When Lauren needs advice she looks to her boozy foul-mouthed best friend Trish (Chelsea Handler). Essentially an extension of Handler’s talk-show persona – an acquired taste if there ever was one – Trish’s dialogue consists almost exclusively of filthy one-liners delivered in rapid-fire succession. Handler does have some choice lines – indeed they’re practically the centerpiece of This Means War’s ad campaign – but the film derives the bulk of its humor from the outrageous lengths Tuck and FDR go to sabotage each others’ efforts a raucous game of spy-versus-spy that carries the film long after Handler’s shtick has grown stale.

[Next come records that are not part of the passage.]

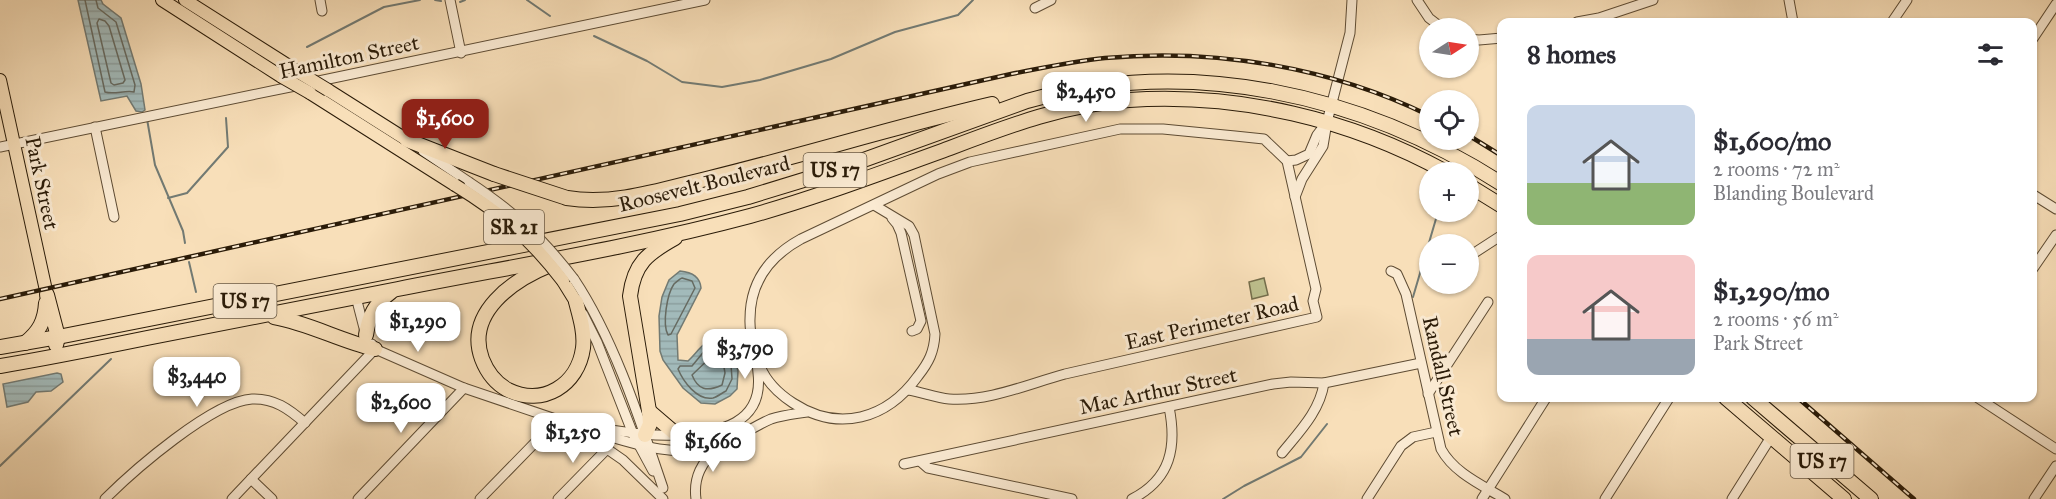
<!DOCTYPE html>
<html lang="en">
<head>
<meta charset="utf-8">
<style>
  :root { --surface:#fff; --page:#f7f7f7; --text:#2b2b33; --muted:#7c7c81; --accent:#8f2418 }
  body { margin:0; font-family:"IM FELL Great Primer",serif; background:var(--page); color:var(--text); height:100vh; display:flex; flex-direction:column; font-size:22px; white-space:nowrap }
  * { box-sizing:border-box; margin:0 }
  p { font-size:20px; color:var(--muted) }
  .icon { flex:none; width:33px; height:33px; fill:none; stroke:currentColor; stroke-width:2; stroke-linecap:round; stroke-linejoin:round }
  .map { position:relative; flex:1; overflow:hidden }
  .details { position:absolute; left:1497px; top:18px; width:540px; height:384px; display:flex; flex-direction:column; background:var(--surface); border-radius:12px; box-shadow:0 2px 4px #0004 }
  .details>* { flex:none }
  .needle { width:39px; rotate:78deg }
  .fabs { position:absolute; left:1419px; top:18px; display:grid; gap:12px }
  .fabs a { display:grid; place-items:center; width:60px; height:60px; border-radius:50%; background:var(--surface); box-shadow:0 2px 4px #0004; font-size:30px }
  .price { position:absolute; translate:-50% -51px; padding:0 14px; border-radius:12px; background:#fff; color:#222; font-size:20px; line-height:39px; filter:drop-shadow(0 2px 3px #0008) }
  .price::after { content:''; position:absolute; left:50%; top:36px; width:18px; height:14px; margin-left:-9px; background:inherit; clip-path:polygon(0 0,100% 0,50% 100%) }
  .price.active { background:var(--accent); color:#fff }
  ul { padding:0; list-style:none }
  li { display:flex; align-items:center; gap:18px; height:150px; padding:0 30px }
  li span { display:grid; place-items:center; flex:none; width:168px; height:120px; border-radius:12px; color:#555 }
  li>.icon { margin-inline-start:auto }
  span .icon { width:72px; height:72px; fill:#fffc; stroke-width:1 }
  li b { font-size:26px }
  h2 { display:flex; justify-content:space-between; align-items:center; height:72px; padding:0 30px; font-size:26px }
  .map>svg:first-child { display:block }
  .pitch { fill:#bec18f; stroke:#746e4c; stroke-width:1.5 }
  .water { fill:url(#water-rules); stroke:#727a73; stroke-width:1.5 }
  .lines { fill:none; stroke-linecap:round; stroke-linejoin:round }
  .shore { stroke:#666a61; stroke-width:1.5 }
  .stream { stroke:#727a73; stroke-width:2 }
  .minor-casing { stroke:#5e4c34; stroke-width:11 }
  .major-casing { stroke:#2a1b08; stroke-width:14 }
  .highway-casing { stroke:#2a1b08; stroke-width:16 }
  .minor { stroke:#faead2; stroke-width:9 }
  .major { stroke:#f8dfb9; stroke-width:12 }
  .highway { stroke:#f8dfb9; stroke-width:14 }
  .rail-casing { stroke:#2a1b08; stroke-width:4.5 }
  .rail { stroke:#faead2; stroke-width:2; stroke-dasharray:7; stroke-linecap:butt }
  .minor-bridge-casing { stroke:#5e4c34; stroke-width:11; stroke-linecap:butt }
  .major-bridge-casing { stroke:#2a1b08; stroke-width:14; stroke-linecap:butt }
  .highway-bridge-casing { stroke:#2a1b08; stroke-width:16; stroke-linecap:butt }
  .minor-bridge { stroke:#faead2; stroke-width:9 }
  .major-bridge { stroke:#f8dfb9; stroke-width:12 }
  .highway-bridge { stroke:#f8dfb9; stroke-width:14 }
  .labels { text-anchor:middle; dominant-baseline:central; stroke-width:6; stroke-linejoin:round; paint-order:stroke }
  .shield { fill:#faead2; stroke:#685945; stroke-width:1.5 }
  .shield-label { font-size:20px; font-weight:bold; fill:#2a1b08 }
  .street-label { font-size:21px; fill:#2a1b08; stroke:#faead2 }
</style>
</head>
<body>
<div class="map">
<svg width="2056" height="499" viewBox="0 0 2056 499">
  <defs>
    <pattern id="water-rules" width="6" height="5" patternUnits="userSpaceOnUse" patternTransform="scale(1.5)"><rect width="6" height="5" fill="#a2baba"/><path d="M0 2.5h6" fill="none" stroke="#8c9f9e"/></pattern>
  </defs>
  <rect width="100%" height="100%" fill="#f8dfb9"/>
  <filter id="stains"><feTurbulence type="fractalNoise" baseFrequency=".00333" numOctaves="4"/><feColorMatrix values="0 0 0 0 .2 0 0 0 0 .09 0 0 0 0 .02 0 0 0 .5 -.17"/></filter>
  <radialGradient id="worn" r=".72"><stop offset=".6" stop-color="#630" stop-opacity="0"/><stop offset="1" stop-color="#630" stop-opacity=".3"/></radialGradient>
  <polygon class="pitch" points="1264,278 1268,295 1252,299 1249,282"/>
  <g class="water">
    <polygon points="78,0 101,0 103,4 121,18 141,84 145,110 142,112 136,111 127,96 101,101"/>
    <path d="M680,271C691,272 700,276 701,288L677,335L678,360L688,361C699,351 703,339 720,340C729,341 731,342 737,349L735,359L738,371L737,389L730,396L715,404L701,403L683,388L663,360L660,351L659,316L662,297L669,280Z"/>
    <polygon points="57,373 61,374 63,382 51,391 36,392 28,402 7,407 3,384"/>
  </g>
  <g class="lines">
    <g class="shore">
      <path d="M85,0L105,92C114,95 125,90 134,92L135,85L116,22L98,8L96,0"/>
      <polygon points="99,19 105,21 109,26 125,80 123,83 114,85 111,83 97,23"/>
      <path d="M682,278L692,281L695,288L671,334L668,335C662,324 667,294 674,284C675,283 681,278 682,278Z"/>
      <path d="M712,346L727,347L730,350L732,379L726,391C722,393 717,397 713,398C697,401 683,381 678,369L680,366H692L706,349Z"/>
      <path d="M715,353L722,356L725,373L722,385C707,392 698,390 692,375Z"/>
    </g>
    <g class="stream">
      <polyline points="435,0 441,1"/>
      <polyline points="527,0 550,16"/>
      <polyline points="460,2 465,0"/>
      <polyline points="594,36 647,61 682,82 722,87 760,80 831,59 895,32 958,15 973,0"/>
      <polyline points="307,47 384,7 420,0"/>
      <polyline points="147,119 155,165 183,231 185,243"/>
      <polyline points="168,198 187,193 228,147 226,118"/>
      <polyline points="189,262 196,292"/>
      <polyline points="1413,297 1438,212"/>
      <polyline points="0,466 111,359"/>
      <polyline points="1223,499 1244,486 1301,457 1327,424"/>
    </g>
    <g class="minor-casing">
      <g id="minor">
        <polyline points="320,0 322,11"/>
        <polyline points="450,0 461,53"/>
        <polyline points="1417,0 1429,18 1442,28"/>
        <polyline points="1789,0 1793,22"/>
        <polyline points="1035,8 1051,0"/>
        <polyline points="1577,22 1599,18 1653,0"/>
        <polyline points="1892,22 1907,0"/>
        <polyline points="1468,39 1479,40 1502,38"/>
        <polyline points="2032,40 2056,4"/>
        <polyline points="314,82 705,0"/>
        <polyline points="95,127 114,217"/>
        <polyline points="0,147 300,85"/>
        <polyline points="423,151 469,182"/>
        <polyline points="1287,161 1296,160 1309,154 1317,135 1327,122"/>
        <polyline points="2032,194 2056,209"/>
        <polyline points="1295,197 1302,179 1323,146 1327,122 1350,33 1352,0"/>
        <polyline points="892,218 897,224 901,233 921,321 917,329 912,331"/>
        <polyline points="1468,257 1502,235"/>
        <polyline points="2032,270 2056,235"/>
        <path d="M1391,271L1397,274L1406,294L1441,449C1454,473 1482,485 1505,499"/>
        <path d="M574,279C614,339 640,420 663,488"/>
        <polyline points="356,297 365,332"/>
        <polyline points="583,314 597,342 633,434 653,471"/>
        <polyline points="372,344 375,349 464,388 576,426"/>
        <path d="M760,366C766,381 779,394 793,403C839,433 887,419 918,376C929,362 934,352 935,334L914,235L909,226L874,205"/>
        <polyline points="1428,394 1488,302"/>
        <polyline points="1978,398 2056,449"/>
        <path d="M572,425C607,428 642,437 677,435C719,433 764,424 758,373C757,355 749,337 750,319C750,282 770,256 801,239L938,174L970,162L1120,129H1163L1235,136L1264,139L1287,161L1316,289L1313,301L1317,317L1065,374C1028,384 988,402 949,399C936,398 922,392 908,390"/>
        <polyline points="574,426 623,460 663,499"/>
        <path d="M592,431C633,444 679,460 722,444C739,438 754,426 771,419C783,415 795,414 807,412"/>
        <path d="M1282,453C1299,432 1320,411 1324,383"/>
        <polyline points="920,461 928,468 1072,499"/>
        <polyline points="904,464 1273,384 1291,382 1324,383 1421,363"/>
        <polyline points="251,479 272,499"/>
        <path d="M105,499C133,471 213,401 252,399C274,398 289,409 305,423"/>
        <polyline points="232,499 375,349"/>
        <polyline points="358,499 464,388"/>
        <polyline points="480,499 557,420"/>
        <polyline points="558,499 608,448"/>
        <path d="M696,499C693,477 702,462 718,447"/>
        <path d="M1132,499C1171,479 1177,447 1169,407"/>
        <polyline points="1367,499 1401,446 1413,437 1436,432"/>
        <polyline points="1482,499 1546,398"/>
        <polyline points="1605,499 1669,398"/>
        <polyline points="1732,499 1771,437"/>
        <polyline points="2034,499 2056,466"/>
      </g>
    </g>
    <g class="major-casing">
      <g id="major">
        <polyline points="162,0 282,77"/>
        <polyline points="185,0 300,73"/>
        <polyline points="0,80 47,295"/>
        <polyline points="328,90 407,140"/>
        <polyline points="310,93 455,185"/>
        <polyline points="563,281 576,302"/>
      </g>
    </g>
    <g class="highway-casing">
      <g id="highway">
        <polyline points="407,140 494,174"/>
        <polyline points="1468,185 1502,206"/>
        <path d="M567,198C615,206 663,189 710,178C804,155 897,126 992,104"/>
        <path d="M550,265C513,280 465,313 482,359C487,372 495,383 508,390C543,407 578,385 583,348C585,333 580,317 576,302"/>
        <polyline points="47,295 58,337 56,345"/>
        <path d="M274,317C309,323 340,341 375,349"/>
        <path d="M366,335C369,315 375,304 391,292"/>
        <path d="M25,343C39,332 45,321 46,303"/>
        <path d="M0,347L58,337L680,214L748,197L833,171L1027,101C1189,55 1362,94 1502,184"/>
        <path d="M0,366C49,358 98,348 147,338C231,322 314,305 398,289C515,266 634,247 750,216C815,198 878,174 942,151C1003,128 1063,104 1129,100C1239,93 1350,119 1446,172"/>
        <polyline points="1726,398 1844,499"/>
        <polyline points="1753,398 1871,499"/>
        <polyline points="649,411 677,435"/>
        <path d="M645,435L650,424L649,411L630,296C634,263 648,253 675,238"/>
      </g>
    </g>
    <use href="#minor" class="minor"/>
    <use href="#major" class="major"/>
    <use href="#highway" class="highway"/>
    <g class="rail-casing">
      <g id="rail">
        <polyline points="1468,135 1502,156"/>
        <path d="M0,299L1011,74C1042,68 1074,61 1105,58C1215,48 1331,67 1430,116"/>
        <polyline points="1798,398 1914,499"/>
      </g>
    </g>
    <use href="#rail" class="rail"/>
    <g class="minor-bridge-casing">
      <path id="minor-bridge" d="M469,182C513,211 542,237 574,279"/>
    </g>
    <g class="major-bridge-casing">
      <g id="major-bridge">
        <polyline points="300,73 328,90"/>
        <polyline points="282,77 310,93"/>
        <path d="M455,185C502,214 529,237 563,281"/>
      </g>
    </g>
    <g class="highway-bridge-casing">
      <polyline id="highway-bridge" points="494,174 567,198"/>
    </g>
    <use href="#minor-bridge" class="minor-bridge"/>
    <use href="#major-bridge" class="major-bridge"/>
    <use href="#highway-bridge" class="highway-bridge"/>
  </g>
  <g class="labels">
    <g class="shield">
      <rect x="803.5" y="153" width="63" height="34" rx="4.5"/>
      <rect x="484" y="210" width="60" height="34" rx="4.5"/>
      <rect x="213.5" y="284" width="63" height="34" rx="4.5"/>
      <rect x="1790.5" y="444" width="63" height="34" rx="4.5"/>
    </g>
    <g class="shield-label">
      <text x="835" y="170">US 17</text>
      <text x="514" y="227">SR 21</text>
      <text x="245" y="301">US 17</text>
      <text x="1822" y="461">US 17</text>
    </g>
    <g class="street-label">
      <text transform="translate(349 57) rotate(-12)">Hamilton Street</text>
      <text transform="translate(42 183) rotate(78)">Park Street</text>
      <text transform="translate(704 184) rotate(-14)">Roosevelt Boulevard</text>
      <text transform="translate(1212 323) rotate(-13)">East Perimeter Road</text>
      <text transform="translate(1443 376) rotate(77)">Randall Street</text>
      <text transform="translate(1158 391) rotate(-12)">Mac Arthur Street</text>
    </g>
  </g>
  <rect width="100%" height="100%" filter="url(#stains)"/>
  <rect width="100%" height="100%" fill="url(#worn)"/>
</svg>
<div class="fabs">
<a><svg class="needle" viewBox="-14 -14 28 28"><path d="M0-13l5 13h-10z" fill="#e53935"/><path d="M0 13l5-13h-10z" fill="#7c7c81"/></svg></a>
<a><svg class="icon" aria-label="locate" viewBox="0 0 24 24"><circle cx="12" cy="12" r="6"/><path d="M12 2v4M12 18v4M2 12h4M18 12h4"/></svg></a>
<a>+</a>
<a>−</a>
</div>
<b class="price" style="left:1086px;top:123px">$2,450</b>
<b class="price active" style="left:445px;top:150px">$1,600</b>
<b class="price" style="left:418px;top:353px">$1,290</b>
<b class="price" style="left:745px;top:380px">$3,790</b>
<b class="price" style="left:197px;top:408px">$3,440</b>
<b class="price" style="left:401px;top:434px">$2,600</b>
<b class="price" style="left:573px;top:464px">$1,250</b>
<b class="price" style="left:713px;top:473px">$1,660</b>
<section class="details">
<h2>8 homes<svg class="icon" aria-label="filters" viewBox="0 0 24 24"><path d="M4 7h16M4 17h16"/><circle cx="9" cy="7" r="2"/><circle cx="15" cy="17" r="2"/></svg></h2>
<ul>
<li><span style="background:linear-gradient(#c9d6e8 65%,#8fb573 0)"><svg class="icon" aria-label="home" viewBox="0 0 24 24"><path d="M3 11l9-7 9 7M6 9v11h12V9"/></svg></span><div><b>$1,600/mo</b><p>2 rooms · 72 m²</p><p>Blanding Boulevard</p></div></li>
<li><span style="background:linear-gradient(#f6c9c9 70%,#9aa5b1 0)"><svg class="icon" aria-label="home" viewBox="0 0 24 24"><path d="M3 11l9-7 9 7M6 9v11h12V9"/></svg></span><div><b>$1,290/mo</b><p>2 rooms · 56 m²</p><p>Park Street</p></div></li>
</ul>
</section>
</div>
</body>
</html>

Business occasionally intrudes upon matters in the guise of Heinrich (Til Schweiger) a Teutonic arms dealer bent on revenge for the death of his brother. The subplot is largely an afterthought existing primarily as a means to provide third-act fireworks – and to allow McGenius an outlet for his ADD-inspired aesthetic proclivities. The film’s action scenes are edited in such a manic quick-cut fashion that they become almost laughably incoherent. In fairness to McG he does stage a rather marvelous sequence in the middle of the film in which Tuck and FDR surreptitiously skulk about Lauren's apartment unaware of each other's presence carefully avoiding detection by Lauren who grooves absentmindedly to Montel Jordan's "This Is How We Do It." The whole scene unfolds in one continuous take – or is at least craftily constructed to appear as such – captured by one very agile steadicam operator.

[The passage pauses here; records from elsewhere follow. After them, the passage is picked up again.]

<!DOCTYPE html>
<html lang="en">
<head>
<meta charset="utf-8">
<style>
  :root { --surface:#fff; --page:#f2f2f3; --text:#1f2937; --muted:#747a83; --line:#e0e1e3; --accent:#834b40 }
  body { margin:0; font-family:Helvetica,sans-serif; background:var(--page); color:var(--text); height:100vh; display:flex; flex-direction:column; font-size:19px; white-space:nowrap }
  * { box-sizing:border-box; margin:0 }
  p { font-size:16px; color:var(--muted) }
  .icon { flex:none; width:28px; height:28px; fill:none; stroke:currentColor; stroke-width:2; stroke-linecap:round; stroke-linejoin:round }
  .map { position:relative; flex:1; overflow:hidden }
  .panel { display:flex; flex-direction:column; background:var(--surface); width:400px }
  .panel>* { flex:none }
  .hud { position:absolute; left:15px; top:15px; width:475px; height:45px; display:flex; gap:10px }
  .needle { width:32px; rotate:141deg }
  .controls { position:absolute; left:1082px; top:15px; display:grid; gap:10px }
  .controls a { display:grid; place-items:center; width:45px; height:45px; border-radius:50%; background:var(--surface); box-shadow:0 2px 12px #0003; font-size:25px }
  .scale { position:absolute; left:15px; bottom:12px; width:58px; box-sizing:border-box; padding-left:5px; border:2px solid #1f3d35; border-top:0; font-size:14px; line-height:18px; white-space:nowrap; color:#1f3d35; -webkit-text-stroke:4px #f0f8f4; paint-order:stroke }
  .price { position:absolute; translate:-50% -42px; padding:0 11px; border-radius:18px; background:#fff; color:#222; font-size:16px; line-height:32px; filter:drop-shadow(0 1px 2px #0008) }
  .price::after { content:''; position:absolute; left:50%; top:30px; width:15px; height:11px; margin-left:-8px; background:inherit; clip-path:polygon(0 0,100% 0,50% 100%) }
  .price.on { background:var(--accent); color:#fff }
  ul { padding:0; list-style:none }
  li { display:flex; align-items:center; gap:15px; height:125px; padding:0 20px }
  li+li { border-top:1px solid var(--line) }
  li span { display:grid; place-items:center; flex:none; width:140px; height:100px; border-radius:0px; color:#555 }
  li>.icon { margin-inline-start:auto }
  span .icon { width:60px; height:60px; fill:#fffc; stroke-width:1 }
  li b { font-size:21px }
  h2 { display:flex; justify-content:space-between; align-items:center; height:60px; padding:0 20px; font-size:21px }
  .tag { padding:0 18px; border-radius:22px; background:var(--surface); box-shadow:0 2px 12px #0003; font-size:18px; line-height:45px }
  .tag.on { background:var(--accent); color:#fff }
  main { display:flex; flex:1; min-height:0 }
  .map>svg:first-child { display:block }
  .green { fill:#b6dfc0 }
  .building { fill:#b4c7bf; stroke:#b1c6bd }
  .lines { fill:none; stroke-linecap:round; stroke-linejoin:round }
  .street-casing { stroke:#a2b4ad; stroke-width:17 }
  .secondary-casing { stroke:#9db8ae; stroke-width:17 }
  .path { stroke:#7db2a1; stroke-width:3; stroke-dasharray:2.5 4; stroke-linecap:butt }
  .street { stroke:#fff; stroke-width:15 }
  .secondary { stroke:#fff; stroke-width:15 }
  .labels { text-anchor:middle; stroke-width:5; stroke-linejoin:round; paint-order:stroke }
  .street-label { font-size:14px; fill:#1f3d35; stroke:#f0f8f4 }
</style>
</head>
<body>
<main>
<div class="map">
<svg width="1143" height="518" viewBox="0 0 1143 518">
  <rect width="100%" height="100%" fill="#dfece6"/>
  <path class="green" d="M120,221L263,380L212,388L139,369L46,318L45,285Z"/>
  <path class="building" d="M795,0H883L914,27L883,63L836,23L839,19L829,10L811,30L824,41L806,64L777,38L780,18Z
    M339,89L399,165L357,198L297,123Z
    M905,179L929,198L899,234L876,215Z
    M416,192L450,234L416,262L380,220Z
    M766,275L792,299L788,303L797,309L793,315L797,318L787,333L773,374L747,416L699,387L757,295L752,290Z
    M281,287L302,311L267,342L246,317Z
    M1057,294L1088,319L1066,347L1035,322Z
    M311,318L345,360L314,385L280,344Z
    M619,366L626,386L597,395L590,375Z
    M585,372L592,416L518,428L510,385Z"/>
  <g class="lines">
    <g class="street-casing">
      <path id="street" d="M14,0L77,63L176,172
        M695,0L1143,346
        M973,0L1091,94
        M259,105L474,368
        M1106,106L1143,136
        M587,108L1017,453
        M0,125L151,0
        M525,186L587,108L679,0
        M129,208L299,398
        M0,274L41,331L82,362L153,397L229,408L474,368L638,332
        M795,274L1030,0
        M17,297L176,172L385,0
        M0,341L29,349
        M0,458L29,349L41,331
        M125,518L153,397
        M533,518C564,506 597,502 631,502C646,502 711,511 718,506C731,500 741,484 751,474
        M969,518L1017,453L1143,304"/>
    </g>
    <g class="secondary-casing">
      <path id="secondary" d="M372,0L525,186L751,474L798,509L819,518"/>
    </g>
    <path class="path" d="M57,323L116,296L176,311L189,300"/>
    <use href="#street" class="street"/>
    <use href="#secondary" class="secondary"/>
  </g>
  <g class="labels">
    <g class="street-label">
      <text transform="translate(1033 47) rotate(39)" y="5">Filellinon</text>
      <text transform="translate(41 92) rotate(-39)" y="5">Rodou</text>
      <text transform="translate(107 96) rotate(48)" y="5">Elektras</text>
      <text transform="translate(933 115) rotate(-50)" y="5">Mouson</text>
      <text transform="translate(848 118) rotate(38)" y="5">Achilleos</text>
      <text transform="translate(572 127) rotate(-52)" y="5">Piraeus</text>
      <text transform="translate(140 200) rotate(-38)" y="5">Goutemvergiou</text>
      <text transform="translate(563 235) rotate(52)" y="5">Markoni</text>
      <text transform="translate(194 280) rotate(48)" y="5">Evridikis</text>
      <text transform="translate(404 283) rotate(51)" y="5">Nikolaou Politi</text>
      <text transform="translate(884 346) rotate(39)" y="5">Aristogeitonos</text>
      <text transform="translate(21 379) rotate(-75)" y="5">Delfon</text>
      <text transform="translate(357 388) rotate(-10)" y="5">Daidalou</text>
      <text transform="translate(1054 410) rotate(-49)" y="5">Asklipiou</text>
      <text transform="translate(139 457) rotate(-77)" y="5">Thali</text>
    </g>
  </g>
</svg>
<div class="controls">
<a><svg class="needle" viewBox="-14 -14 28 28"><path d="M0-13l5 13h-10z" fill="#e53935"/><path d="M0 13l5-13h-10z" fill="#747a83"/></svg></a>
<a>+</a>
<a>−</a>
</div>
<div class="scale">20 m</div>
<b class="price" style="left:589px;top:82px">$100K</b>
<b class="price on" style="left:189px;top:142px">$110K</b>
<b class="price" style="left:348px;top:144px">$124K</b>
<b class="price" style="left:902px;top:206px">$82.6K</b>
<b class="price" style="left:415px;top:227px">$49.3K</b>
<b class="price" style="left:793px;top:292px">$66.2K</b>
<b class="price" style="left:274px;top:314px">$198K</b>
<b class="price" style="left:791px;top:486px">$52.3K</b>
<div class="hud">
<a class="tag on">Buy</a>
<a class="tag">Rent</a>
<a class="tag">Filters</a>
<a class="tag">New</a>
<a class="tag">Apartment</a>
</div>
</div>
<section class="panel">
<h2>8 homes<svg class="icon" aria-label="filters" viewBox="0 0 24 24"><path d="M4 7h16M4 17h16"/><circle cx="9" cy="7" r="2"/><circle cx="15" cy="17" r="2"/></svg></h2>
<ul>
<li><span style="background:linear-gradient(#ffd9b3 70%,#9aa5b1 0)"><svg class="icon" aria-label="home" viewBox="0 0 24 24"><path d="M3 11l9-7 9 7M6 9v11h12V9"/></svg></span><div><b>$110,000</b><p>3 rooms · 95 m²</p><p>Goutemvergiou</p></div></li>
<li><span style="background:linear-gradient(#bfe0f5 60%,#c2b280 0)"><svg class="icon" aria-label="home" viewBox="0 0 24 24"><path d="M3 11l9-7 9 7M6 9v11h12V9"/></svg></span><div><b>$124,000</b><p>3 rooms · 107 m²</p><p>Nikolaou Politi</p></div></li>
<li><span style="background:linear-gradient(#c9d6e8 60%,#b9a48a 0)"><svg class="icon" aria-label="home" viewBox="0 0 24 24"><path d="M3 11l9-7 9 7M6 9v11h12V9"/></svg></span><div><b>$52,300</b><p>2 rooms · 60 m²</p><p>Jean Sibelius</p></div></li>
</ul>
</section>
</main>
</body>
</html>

Whatever his flaws as a director McG is at least smart enough to know how much a witty script and appealing leads can compensate for a film’s structural and logical deficiencies. He proved as much with Charlie’s Angels a film that enjoys a permanent spot on many a critic’s Guilty Pleasures list and does so again with This Means War. The film coasts on the chemistry of its three co-stars and only runs into trouble when the time comes to resolve its romantic competition which by the end has driven its male protagonists to engage in all manner of underhanded and duplicitous activities. This Means War being a commercial film – and likely an expensive one at that – Witherspoon's heroine is mandated to make a choice and McG all but sidesteps the whole thorny matter of Tuck and FDR’s unwavering dishonesty not to mention their craven disregard for her privacy. (They regularly eavesdrop on her activities.) For all their obvious charms the truth is that neither deserves Lauren – or anything other than a lengthy jail sentence for that matter.